In this exhibit work from celebrated photographer John Ganis of Detroit, among many other photographers will be displayed.

Ganis is currently showing a number of his photographs in a traveling installation called, “Imaging a Shattering Earth” at the National Gallery of Canada.

More information is available online at,

Another featured artist is Adam Glover with his installation piece, “Man Made.”

According to Glover, “Man Made” is “an installation based on selectively choosing and displaying some of the ‘video images’ from my ever growing collection of urban subject matter across a series of out-dated televisions at random looping intervals.”

Glover stated, “These images address the issue of urban sprawl but from the point of view of an individual trying to look for the soul within it. There is a terrible beauty within the face mass-production.”

Glover works with image creation, manipulation and multiplication.

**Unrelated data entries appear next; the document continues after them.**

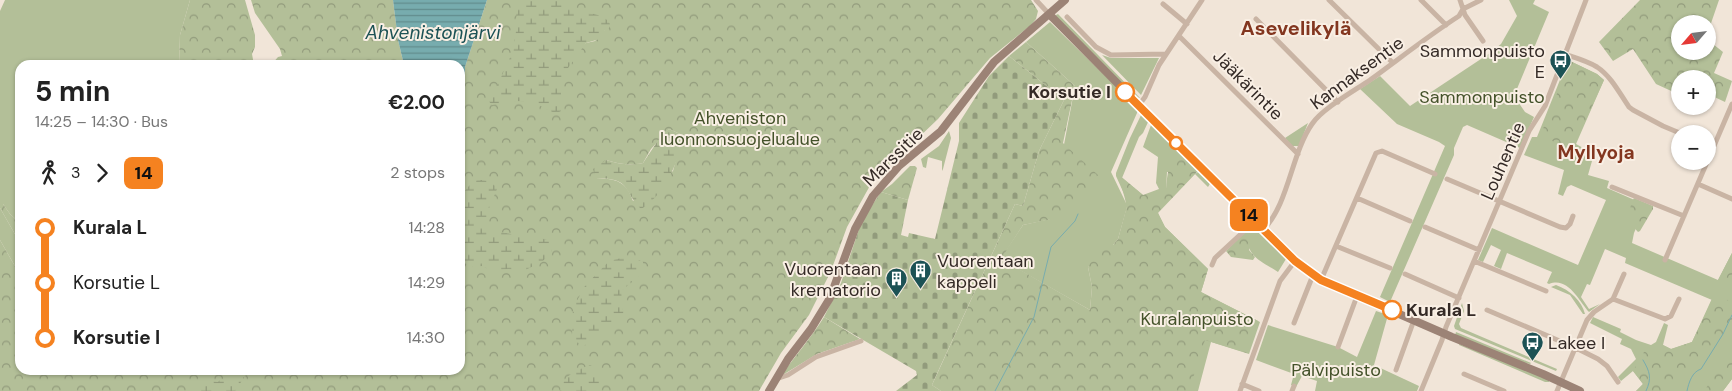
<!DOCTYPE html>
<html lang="en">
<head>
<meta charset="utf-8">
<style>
  :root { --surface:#fff; --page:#f2f2f2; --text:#222; --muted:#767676 }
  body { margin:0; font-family:"DM Sans",sans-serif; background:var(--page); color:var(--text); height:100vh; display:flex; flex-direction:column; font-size:19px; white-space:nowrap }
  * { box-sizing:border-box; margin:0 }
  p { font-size:16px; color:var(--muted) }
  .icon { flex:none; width:28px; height:28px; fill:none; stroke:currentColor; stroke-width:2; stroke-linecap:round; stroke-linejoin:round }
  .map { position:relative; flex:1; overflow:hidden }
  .sheet { position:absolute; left:15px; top:60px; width:450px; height:315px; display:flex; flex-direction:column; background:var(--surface); border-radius:15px; box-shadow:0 1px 4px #0004 }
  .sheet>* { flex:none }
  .badge { padding:0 10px; border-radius:8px; font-size:18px; line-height:32px }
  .needle { width:32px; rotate:242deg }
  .tools { position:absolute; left:1671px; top:15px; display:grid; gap:10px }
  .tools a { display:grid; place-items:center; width:45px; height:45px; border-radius:50%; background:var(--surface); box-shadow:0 1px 4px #0004; font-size:25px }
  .map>.badge { position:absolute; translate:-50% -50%; box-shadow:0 0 0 2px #fff }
  .legs { display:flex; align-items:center; gap:8px; height:55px; padding:0 20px; font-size:16px }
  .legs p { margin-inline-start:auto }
  .head { display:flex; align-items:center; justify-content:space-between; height:85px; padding:0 20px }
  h1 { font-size:28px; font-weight:700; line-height:38px }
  ul { padding:0 20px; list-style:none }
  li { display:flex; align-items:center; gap:18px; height:55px; font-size:19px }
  li i { display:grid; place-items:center; width:8px; height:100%; margin:0 6px; background:currentColor }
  li i::after { content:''; width:12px; height:12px; margin:-6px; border:4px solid; border-radius:50%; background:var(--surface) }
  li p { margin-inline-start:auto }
  li:first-child i { background:linear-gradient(#0000 50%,currentColor 0) }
  li:last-child i { background:linear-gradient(currentColor 50%,#0000 0) }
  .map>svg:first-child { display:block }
  .green { fill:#b3bf98 }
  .forest { fill:url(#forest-crowns); fill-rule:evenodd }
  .wetland { fill:url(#wetland-marsh) }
  .cemetery { fill:url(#cemetery-stones) }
  .water { fill:url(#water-rules) }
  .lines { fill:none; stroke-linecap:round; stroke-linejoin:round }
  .stream { stroke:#77acae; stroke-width:1 }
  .street { stroke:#c9b4a4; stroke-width:5 }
  .secondary { stroke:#9c8376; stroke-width:8 }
  .line-1-casing { stroke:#fff; stroke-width:11 }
  .line-1 { stroke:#f58220; stroke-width:8 }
  .stop-1-dot { fill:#fff; stroke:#f58220; stroke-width:2.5 }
  .labels { text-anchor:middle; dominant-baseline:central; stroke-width:4; stroke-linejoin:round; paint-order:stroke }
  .poi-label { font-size:18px; fill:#342a26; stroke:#f9efe4; text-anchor:end }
  .street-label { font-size:18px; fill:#342a26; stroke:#f9efe4 }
  .stop-label { font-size:18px; font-weight:bold; fill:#342a26; stroke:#f9efe4; text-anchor:end }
  .park-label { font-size:18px; fill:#44522a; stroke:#f9efe4 }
  .water-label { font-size:19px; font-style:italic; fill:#1c5255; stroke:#f9efe4 }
  .neighbourhood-label { font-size:19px; font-weight:bold; fill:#83361f; stroke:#f9efe4 }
  .quarter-label { font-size:20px; font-weight:bold; fill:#83361f; stroke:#f9efe4 }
</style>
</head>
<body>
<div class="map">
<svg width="1732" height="391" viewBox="0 0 1732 391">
  <defs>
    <pattern id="forest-crowns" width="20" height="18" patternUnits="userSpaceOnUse" patternTransform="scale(1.25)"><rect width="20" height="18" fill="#b3bf98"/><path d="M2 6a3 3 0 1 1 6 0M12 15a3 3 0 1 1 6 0" fill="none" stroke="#929b7c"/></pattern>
    <pattern id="wetland-marsh" width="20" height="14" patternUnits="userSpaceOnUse" patternTransform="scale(1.25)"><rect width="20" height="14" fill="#b3bf98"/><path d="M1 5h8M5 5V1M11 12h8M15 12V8" fill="none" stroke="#929b7c"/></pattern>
    <pattern id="cemetery-stones" width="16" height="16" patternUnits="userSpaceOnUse" patternTransform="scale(1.25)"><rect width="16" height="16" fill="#b3bf98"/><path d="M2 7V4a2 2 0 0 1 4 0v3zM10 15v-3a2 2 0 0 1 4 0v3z" fill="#929b7c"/></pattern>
    <pattern id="water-rules" width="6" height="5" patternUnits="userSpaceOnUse" patternTransform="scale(1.25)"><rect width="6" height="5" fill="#77acae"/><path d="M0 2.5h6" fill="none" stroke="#628c8d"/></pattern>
  </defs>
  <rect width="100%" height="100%" fill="#f1e5d8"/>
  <!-- green -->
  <path class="green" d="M5 0H190L180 35 179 65H20V223L10 214 3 204H0V11Z
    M1509 0H1535L1533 4 1549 12 1514 96 1525 112 1534 117 1520 148 1467 125 1463 127 1454 148V155L1390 302 1380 297 1445 146 1439 142 1397 124 1360 89 1380 76 1410 106 1490 53 1501 44 1517 16Z
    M1058 14 1140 98 1135 97 1056 17V15Z
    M1050 22 1138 108 1137 113 1111 172 1126 203 1125 196 1116 176V173L1130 138 1142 113 1149 120 1143 133 1139 137 1122 178 1143 195 1158 213 1165 227 1208 269 1201 292 1260 322 1249 354 1211 342 1198 391H1189V387L1127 207 1118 239 1113 245 1088 267 1092 287 1090 310 1000 259 1023 225 1050 219 1075 86 1026 42Z
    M1102 55 1111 58H1159L1141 95Z
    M1568 60 1597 74 1604 80 1576 144 1594 154 1588 175 1609 181 1607 188 1646 205 1634 233 1632 243 1718 280 1732 253V379L1723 391H1636L1643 384 1633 371 1621 381 1618 377 1636 359 1631 349 1620 344 1622 339 1590 323 1593 317 1621 329 1620 332 1636 340 1651 345 1656 342 1664 323 1668 325 1663 345 1671 349 1692 342 1712 300 1625 263 1626 258 1605 249 1590 285 1587 284 1581 297 1589 309 1600 304 1589 312C1579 301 1568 276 1549 284L1547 283 1552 272 1507 253 1501 269 1494 266 1501 250 1491 245 1483 262 1478 260 1492 228 1578 265 1606 200 1571 185 1567 187 1563 196 1558 194 1564 170 1524 155 1532 137H1537Z
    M1308 123 1299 146H1292L1285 138Z
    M1151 125H1153L1211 182 1208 187 1195 174 1198 172H1167L1166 189H1159L1156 183 1158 157 1143 147Z
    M949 131 951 138 943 169 942 171V161L928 157 926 168 923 167 921 159 939 146Z
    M1224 184 1263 223H1259L1224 186Z
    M0 208 20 243V275L0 240Z
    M1238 208 1249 221 1244 228 1240 227 1239 221 1233 213Z
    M1253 224 1286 257V259L1278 272C1256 258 1251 259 1244 233Z
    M1556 285C1570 290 1582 301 1585 314H1583L1570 295 1551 287Z
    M1462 303 1464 311 1459 324 1461 328 1557 369 1556 371 1455 329 1454 326Z
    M1376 311 1388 315 1374 365 1419 386 1417 391H1315L1317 381 1302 376 1296 387 1291 385 1294 374 1256 360 1268 325 1338 347 1357 357Z
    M1456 332 1531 363 1530 364 1520 362 1455 335Z
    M1459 345V344L1550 379 1549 382H1545Z"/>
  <!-- forest -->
  <path class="forest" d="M190 0H245L255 35V47L252 54 254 65H179L180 35Z
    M251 0H393L398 40 404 65H271L278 57 282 56 280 49 255 13Z
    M487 0H1031L1038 11 1036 19 1031 25 990 58 938 119 872 182 847 227 831 271 809 315 781 353 759 391H0V240L20 275V370H460V103L465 98V67ZM605 30 595 41 586 43 571 54 517 71ZM669 129 680 134V145L673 171 633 201C626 181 617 179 596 178L606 160C619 164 629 166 643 163L651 149Z
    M1640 0H1719L1708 32V24H1680V51H1708V40L1723 52 1714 73 1732 81 1725 102 1708 94V79H1680V95L1656 84 1633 49 1613 61 1599 42Z
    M1026 42 1075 86 1063 143 1098 175 1075 205 1062 217 1023 225 1001 259 1090 310 1092 287 1088 267 1101 243 1113 245 1118 239 1127 206 1118 174 1143 195 1159 189H1166C1167 174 1169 164 1177 151L1198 171 1158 213 1165 227 1208 269 1201 292 1258 321 1247 353 1205 340 1189 391H941L932 385 1015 204 1023 206 1039 151 1064 100 1009 56Z
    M1570 61 1597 74 1604 80 1575 144 1573 147 1567 148 1542 136 1543 129Z
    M910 166H915L917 168 908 200 881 192 892 184Z
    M1634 198 1653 206V209L1640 231 1638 232C1630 224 1627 208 1634 198Z
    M0 204H3L10 214 20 223V243L0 208Z
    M1244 233 1253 240 1249 250 1255 257 1253 260 1231 257 1226 251Z
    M1732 253V288L1718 280Z
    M1714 294 1732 302V325L1671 391H1636L1643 384 1633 371 1644 352 1663 345 1671 349 1692 342Z
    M824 317 860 339 817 354 781 376C795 356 811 338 824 317Z
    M1732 355V379L1723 391H1704L1725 360Z"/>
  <!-- wetland -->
  <path class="wetland" d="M530 0H557L574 10 598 15 606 19 610 24 609 28 605 30 603 38 586 43 568 68 561 83V111L557 113C549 112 543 106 535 104 522 99 505 101 492 105L487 99 497 86 513 51 517 25 516 6Z
    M669 129 680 134C684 157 662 198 641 209 621 188 632 179 596 178L593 169 606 160C619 164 629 166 643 163L661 136Z
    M478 180C486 180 493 181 497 189L487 213V225L492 230 505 233 548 240 553 246 551 252 542 262 523 271 509 269 490 270 482 266 470 267 465 263 460 246V197L473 181Z
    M630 256 643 262V273L621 291 624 320 582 347 572 336 573 308 585 286 609 261Z
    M590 365 600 370V391H560C563 376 576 370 590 365Z
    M240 370H252L245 376 235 391H192L208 380 218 382 221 379 230 381Z"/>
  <!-- cemetery -->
  <path class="cemetery" d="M1009 56 1064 100 1039 151 1023 206 1015 204 935 378 932 385 941 391H896L917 375 916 371 824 317 841 283 862 220 881 192 908 200 901 235 908 237 909 233 935 239 959 141V123L989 76Z"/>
  <!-- water -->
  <path class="water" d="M393 0H487L465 67V98L460 103V65H404L398 40Z"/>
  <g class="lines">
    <!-- stream -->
    <path class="stream" d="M1643 360C1650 372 1652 378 1646 391
      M995 391 1034 317 1051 247 1075 221 1078 214
      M1687 391C1689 382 1692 372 1701 369L1723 334 1732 315"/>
    <!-- street -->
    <path class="street" d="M1036 0 1049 14
      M1329 0 1393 63
      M1421 0 1446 25
      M1460 0 1465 15 1483 41
      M1163 4 1187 24
      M1067 17 1096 47 1111 55 1166 54
      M1256 19 1338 102
      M1179 36 1298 154
      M1564 54C1576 58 1587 61 1597 67 1611 76 1620 94 1629 107L1633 110 1663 126 1682 134
      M1139 105 1145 97 1159 65 1202 0
      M1447 179 1560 227 1566 228 1570 224 1573 216
      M1698 184 1732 199
      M1612 187 1684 216
      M1357 198 1410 221
      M1425 227 1479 250
      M1263 230C1289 204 1291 154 1312 124 1322 109 1354 91 1370 80 1399 59 1428 36 1459 16L1463 9 1481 0
      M1336 246 1390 268
      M1665 260 1732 104
      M1474 261 1546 291
      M1212 265 1215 258 1255 221
      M1405 274 1459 298
      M1321 280 1376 153 1382 151 1435 174
      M1613 299 1665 319 1671 316 1679 299
      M1487 310 1576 348 1598 359 1607 366 1618 382
      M1294 323 1313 275
      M1338 347 1357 296
      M1396 370 1414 320
      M1464 374 1504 391
      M776 379 788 375 816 357 861 341
      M1242 384 1259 391
      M1240 391 1280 281 1295 261
      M1292 391 1294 386
      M1421 391 1442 340 1446 327 1529 131 1545 106 1586 0
      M1557 391 1587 320 1594 312 1613 299 1624 274"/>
    <!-- secondary -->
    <path class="secondary" d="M1049 14 1280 248 1295 261 1321 280 1452 337 1543 374 1580 391
      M769 391 788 359 811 329 830 298 855 229 873 196 899 166 941 131 994 62 1065 0"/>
  </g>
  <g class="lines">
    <defs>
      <path id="line-1" d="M1125 92 1295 261 1321 280 1392 310"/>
    </defs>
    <!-- line-1 casing -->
    <use href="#line-1" class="line-1-casing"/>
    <!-- line-1 -->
    <use href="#line-1" class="line-1"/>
  </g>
  <!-- icons -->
  <defs>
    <symbol id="bus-pin" viewBox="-11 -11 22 30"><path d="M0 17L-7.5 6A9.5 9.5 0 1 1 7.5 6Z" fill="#1c5255" stroke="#f9efe4"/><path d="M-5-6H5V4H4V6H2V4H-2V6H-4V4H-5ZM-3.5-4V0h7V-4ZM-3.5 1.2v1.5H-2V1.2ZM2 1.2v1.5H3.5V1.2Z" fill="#fff"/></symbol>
    <symbol id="building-pin" viewBox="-11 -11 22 30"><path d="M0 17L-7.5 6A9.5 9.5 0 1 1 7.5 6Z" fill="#1c5255" stroke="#f9efe4"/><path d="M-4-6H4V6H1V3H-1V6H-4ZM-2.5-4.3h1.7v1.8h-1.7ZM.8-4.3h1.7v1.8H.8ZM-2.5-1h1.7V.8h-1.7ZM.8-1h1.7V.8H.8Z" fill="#fff"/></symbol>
  </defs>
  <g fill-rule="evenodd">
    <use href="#bus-pin" x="1548" y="48" width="25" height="34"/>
    <use href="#building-pin" x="908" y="258" width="25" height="34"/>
    <use href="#building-pin" x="884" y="266" width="25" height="34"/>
    <use href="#bus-pin" x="1520" y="330" width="25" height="34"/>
  </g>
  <!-- markers -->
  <g class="stop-1-dot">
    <circle cx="1125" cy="92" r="9"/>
    <circle cx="1176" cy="143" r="6"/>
    <circle cx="1392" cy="310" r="9"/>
  </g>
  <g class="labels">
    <!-- poi labels -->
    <g class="poi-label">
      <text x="1545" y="51">Sammonpuisto<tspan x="1545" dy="21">E</tspan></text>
      <text x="937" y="261" text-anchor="start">Vuorentaan<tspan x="937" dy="21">kappeli</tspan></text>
      <text x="881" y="269">Vuorentaan<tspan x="881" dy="21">krematorio</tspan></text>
      <text x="1548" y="343" text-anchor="start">Lakee I</text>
    </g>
    <!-- street labels -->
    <g class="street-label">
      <text transform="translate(1357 73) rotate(-36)">Kannaksentie</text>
      <text transform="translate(1248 85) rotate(45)">Jääkärintie</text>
      <text transform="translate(893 157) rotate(-44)">Marssitie</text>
      <text transform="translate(1503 161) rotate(-66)">Louhentie</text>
    </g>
    <!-- stop labels -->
    <g class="stop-label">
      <text x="1111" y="92">Korsutie I</text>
      <text x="1406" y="310" text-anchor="start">Kurala L</text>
    </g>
    <!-- park labels -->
    <g class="park-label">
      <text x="1482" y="97">Sammonpuisto</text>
      <text x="740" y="118">Ahveniston<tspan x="740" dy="21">luonnonsuojelualue</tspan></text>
      <text x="1197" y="319">Kuralanpuisto</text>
      <text x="1336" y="370">Pälvipuisto</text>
    </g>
    <!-- water labels -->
    <g class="water-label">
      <text x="433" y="32">Ahvenistonjärvi</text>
    </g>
    <!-- neighbourhood labels -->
    <g class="neighbourhood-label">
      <text x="1596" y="152">Myllyoja</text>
    </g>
    <!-- quarter labels -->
    <g class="quarter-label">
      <text x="1296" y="28">Asevelikylä</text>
    </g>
  </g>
</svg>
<div class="tools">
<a><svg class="needle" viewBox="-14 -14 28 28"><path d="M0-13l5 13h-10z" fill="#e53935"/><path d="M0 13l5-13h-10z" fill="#767676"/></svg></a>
<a>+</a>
<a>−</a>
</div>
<b class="badge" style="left:1249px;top:215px;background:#f58220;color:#111">14</b>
<section class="sheet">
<div class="head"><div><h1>5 min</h1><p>14:25 – 14:30 · Bus</p></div><b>€2.00</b></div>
<div class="legs"><svg class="icon" aria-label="walk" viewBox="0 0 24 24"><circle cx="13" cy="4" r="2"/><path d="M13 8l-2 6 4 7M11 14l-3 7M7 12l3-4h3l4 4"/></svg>3<svg class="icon" aria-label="forward" viewBox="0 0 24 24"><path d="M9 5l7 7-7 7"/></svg><b class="badge" style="background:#f58220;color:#111">14</b><p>2 stops</p></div>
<ul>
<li><i style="color:#f58220"></i><b>Kurala L</b><p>14:28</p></li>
<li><i style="color:#f58220"></i><span>Korsutie L</span><p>14:29</p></li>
<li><i style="color:#f58220"></i><b>Korsutie I</b><p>14:30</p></li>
</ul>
</section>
</div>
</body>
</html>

Additionally, Glover has also been “actively engaged in the capturing the likenesses of subjects that reflect the role of the individual within the generic,” in his words.

Through this, Glover has begun the production of video loops based on a process of fragmentations using older technologies and showing the leavings of a sprawling community.

If you are interested in submitting to this collective installation, all submissions are to be brought to Artcite, located at 109 University Ave. W., by Saturday, May 17 at 5 p.m.

The “Check Out This Sprawl” exhibit will open on Friday, May 23 at 7 p.m. and runs until Saturday, June 21 at 5 p.m.